◆ **Assignment**
All lines of the records below that contain the word "controls" must be listed.

[Saved data entries]
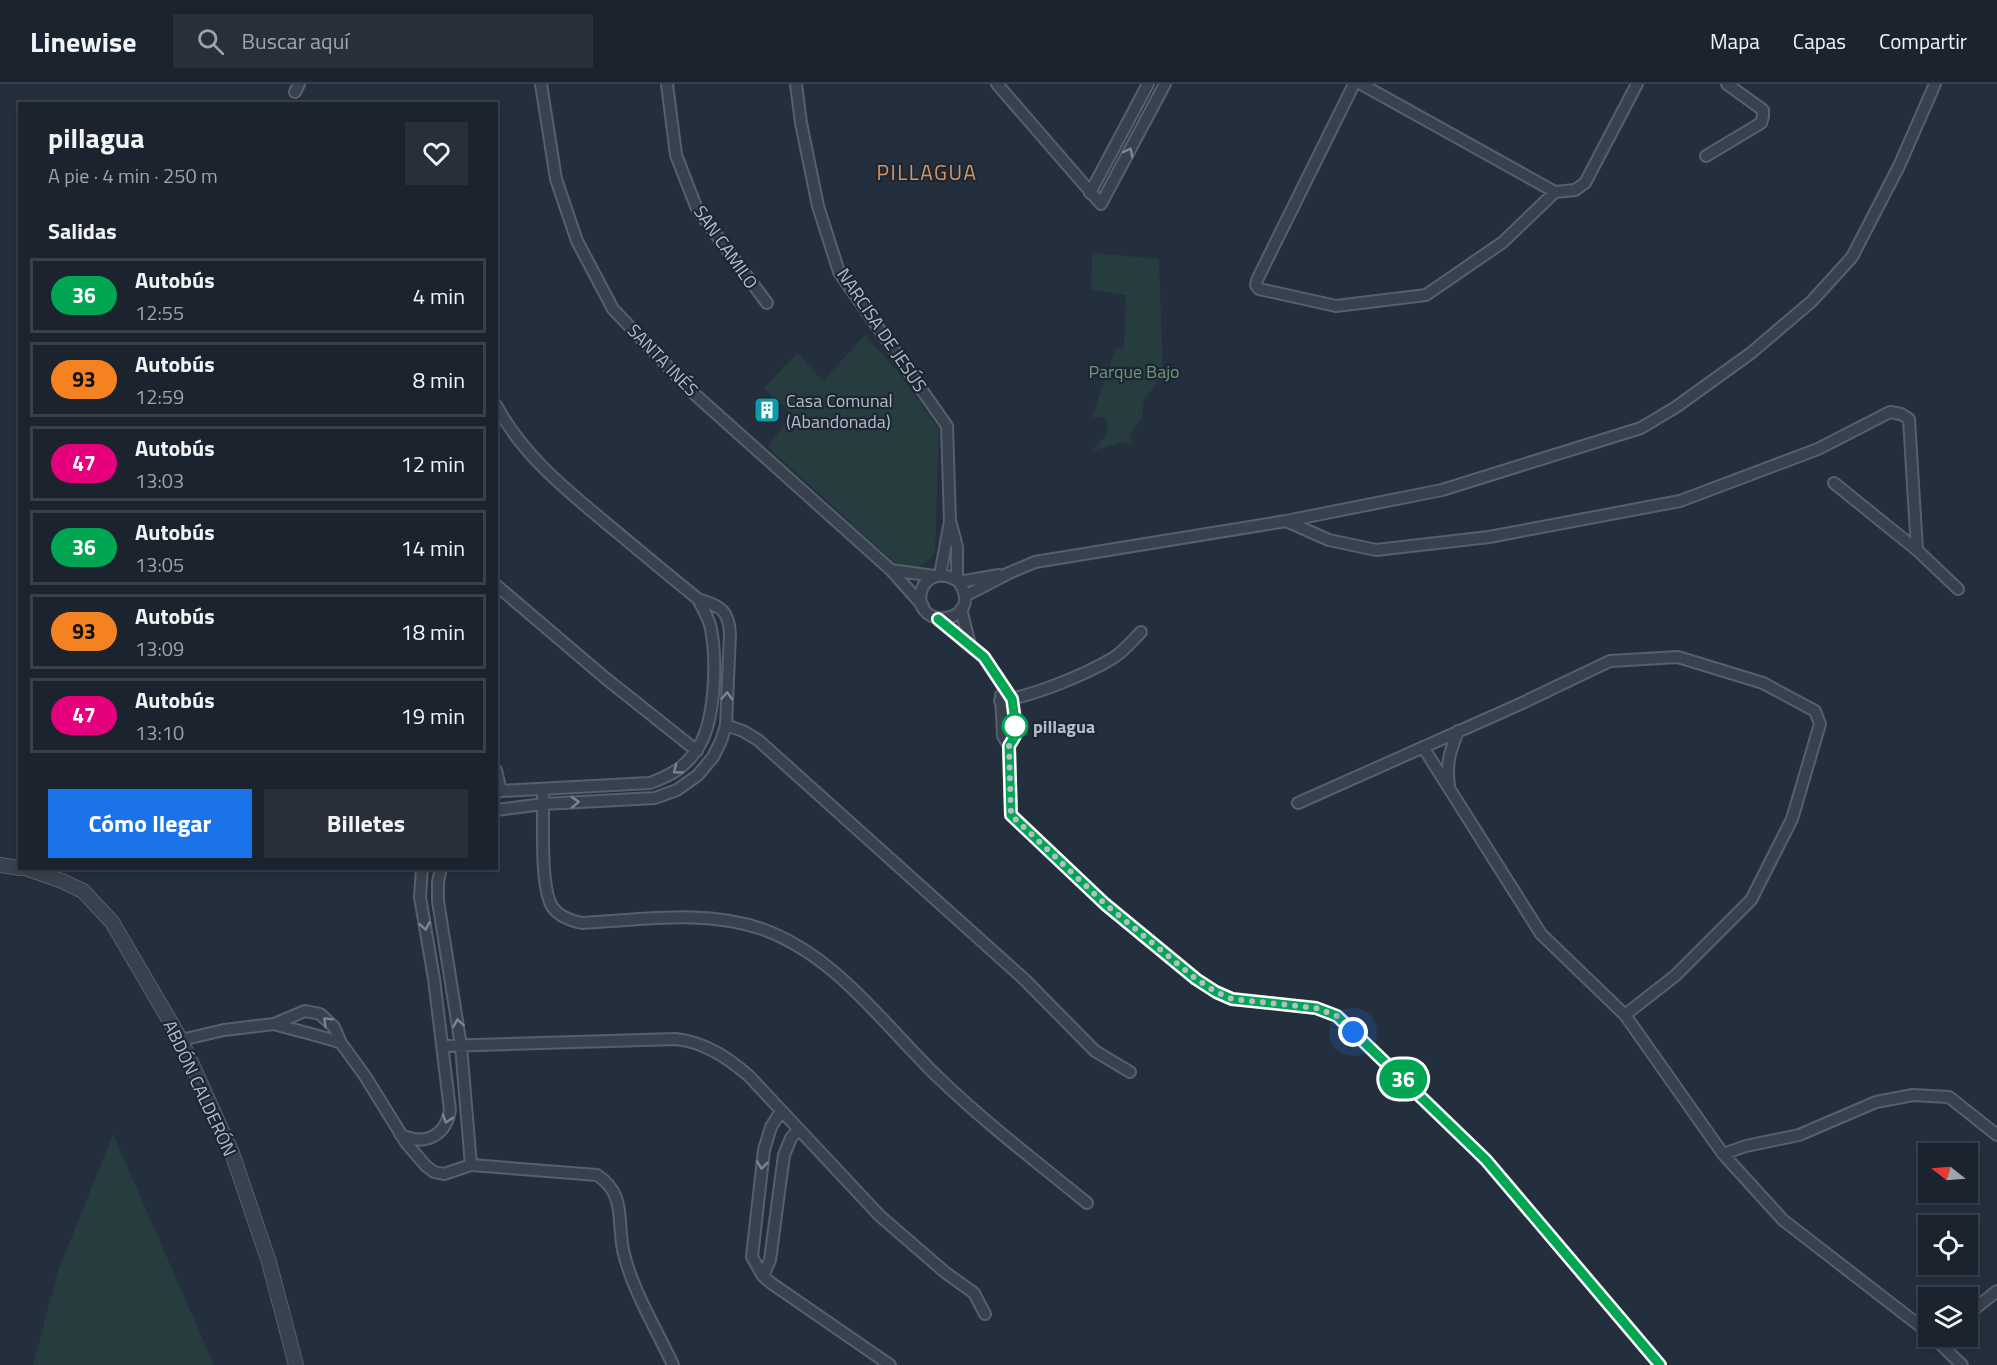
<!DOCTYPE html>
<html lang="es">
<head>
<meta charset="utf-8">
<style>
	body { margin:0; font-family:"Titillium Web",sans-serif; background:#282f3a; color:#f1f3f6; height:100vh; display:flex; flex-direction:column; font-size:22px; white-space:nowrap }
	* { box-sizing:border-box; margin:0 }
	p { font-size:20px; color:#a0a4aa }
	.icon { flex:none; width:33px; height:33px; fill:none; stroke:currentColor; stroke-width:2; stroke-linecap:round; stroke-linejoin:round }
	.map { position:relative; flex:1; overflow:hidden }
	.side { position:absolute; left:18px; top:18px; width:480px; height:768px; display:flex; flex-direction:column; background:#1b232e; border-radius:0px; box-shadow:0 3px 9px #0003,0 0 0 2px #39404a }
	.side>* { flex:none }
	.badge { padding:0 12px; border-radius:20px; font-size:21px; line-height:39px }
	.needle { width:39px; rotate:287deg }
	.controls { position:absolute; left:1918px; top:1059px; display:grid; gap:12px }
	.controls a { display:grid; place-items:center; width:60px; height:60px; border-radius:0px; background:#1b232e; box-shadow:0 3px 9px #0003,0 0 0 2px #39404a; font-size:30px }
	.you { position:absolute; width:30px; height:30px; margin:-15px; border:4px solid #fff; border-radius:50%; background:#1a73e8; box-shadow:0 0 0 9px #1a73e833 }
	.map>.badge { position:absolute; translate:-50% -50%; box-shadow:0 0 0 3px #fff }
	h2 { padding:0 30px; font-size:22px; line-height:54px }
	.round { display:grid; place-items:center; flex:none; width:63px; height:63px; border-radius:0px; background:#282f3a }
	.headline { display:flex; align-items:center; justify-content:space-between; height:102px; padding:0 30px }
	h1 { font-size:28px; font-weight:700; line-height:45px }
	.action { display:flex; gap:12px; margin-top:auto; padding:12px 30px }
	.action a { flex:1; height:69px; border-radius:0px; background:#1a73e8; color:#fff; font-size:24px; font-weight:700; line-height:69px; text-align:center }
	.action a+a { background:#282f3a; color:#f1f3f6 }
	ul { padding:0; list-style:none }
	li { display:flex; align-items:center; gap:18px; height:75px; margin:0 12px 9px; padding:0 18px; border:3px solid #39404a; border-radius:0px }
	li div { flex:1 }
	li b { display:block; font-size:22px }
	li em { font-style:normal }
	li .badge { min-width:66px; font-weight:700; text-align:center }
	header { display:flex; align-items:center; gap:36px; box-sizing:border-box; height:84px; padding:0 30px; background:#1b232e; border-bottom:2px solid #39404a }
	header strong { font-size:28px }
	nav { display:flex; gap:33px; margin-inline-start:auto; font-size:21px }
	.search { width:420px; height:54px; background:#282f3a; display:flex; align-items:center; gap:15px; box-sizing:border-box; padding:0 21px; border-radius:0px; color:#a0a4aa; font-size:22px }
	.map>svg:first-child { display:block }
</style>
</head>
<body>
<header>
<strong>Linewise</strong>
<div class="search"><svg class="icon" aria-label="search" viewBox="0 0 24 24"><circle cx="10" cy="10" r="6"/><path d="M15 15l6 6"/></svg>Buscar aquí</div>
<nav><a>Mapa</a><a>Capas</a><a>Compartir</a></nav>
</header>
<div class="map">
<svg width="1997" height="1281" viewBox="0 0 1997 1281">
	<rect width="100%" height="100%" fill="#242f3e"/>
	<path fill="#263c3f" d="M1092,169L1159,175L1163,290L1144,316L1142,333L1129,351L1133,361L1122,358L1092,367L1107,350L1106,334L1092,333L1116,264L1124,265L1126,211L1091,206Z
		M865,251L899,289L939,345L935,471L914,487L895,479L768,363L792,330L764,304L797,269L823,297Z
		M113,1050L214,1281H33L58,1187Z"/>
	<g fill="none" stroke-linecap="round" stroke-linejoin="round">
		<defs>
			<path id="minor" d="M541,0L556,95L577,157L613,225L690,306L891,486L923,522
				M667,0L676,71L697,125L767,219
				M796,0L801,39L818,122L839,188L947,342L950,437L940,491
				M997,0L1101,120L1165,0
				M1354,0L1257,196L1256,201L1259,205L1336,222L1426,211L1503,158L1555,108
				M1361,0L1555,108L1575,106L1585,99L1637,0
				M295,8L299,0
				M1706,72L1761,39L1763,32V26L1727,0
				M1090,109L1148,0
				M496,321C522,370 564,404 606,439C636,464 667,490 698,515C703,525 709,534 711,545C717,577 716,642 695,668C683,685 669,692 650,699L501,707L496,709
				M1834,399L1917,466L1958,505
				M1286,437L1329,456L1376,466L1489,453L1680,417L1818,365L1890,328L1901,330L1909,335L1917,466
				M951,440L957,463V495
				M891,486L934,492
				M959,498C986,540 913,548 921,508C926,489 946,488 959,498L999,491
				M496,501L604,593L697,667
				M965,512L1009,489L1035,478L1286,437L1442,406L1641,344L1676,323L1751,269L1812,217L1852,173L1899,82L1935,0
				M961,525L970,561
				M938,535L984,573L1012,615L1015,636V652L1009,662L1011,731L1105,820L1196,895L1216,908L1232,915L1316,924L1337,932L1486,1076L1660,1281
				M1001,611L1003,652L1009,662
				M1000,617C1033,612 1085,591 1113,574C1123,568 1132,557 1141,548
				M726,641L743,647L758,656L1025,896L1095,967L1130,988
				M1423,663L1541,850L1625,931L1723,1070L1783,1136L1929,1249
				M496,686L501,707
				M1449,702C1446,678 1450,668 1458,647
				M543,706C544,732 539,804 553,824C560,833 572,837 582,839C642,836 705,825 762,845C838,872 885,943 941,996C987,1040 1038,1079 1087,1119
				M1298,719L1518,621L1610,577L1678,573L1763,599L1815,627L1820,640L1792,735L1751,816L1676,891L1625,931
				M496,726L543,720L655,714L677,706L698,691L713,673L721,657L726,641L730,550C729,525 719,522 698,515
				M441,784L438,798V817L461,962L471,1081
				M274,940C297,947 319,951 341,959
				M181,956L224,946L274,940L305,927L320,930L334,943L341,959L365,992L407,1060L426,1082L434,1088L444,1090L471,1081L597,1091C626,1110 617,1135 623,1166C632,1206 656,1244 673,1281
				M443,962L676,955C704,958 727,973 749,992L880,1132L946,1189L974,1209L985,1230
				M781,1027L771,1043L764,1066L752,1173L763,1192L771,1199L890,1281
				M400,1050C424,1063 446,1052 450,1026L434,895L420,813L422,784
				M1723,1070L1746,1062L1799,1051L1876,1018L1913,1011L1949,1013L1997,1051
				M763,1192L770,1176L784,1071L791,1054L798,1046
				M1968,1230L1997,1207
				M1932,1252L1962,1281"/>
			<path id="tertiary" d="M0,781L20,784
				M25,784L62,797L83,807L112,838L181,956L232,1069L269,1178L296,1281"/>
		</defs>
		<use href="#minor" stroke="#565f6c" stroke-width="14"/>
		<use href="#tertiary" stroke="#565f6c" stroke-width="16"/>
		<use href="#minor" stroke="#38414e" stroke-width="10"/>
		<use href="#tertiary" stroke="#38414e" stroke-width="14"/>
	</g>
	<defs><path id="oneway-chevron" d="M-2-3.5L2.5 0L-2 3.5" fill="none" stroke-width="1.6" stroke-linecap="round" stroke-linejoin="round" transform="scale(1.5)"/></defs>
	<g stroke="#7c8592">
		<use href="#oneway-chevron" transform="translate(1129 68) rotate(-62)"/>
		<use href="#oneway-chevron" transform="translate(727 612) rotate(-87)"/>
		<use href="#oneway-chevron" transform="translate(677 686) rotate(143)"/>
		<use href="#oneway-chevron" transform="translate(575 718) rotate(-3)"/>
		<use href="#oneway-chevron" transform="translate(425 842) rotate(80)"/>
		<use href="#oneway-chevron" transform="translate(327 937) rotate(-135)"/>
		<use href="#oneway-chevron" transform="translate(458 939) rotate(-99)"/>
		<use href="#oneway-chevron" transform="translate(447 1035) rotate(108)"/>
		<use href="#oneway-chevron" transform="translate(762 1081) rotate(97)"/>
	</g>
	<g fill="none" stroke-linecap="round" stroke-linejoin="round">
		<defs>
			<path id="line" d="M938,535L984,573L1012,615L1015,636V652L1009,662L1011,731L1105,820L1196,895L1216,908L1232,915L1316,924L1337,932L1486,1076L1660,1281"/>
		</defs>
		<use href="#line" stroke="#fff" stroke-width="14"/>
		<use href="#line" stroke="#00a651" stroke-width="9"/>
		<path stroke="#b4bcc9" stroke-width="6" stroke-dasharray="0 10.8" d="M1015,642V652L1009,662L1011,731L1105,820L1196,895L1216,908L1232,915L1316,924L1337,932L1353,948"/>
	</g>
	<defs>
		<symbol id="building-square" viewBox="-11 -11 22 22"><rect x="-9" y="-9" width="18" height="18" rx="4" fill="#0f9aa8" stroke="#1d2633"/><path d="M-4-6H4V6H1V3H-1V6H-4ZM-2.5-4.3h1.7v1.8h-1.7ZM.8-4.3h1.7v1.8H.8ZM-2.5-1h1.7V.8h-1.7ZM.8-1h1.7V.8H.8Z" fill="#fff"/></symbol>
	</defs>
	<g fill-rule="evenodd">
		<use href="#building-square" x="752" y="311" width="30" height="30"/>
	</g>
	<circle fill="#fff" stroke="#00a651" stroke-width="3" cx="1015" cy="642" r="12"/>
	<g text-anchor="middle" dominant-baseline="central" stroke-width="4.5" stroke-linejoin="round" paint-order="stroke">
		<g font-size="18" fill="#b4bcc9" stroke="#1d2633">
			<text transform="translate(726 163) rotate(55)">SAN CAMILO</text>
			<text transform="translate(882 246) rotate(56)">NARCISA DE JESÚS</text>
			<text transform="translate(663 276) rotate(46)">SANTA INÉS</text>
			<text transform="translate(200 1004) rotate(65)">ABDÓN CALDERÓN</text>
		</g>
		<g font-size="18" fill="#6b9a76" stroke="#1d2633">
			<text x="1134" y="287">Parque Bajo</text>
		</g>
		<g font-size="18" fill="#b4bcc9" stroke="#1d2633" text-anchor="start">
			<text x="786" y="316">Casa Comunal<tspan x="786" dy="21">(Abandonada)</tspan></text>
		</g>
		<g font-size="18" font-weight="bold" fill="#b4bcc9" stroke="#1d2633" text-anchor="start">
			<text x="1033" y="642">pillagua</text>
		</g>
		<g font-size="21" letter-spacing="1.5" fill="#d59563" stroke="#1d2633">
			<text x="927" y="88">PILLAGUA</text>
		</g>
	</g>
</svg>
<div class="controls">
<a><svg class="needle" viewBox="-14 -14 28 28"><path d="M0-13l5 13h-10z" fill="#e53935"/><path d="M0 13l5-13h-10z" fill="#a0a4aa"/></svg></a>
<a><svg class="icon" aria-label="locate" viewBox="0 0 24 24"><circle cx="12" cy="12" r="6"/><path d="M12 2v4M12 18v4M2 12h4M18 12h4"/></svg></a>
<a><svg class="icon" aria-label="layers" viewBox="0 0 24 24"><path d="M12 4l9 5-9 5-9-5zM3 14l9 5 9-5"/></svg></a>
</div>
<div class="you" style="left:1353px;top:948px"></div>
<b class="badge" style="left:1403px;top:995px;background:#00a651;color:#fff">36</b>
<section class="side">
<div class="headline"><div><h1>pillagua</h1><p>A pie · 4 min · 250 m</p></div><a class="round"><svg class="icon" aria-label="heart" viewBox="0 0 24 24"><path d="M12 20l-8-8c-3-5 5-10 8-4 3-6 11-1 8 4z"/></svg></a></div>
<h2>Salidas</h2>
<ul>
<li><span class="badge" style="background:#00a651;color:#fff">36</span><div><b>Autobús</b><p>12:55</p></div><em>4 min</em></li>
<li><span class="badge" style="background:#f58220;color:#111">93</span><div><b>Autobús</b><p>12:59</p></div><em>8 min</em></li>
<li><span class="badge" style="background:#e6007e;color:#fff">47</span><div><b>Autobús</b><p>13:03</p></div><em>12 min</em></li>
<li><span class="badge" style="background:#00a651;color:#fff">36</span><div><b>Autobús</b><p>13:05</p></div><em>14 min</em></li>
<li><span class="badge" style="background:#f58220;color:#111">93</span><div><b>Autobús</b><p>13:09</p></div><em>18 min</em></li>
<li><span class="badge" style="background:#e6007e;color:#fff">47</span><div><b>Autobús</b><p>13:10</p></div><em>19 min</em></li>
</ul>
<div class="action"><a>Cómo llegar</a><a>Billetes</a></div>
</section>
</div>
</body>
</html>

◆ **Expected output**
	.controls { position:absolute; left:1918px; top:1059px; display:grid; gap:12px }
	.controls a { display:grid; place-items:center; width:60px; height:60px; border-radius:0px; background:#1b232e; box-shadow:0 3px 9px #0003,0 0 0 2px #39404a; font-size:30px }
<div class="controls">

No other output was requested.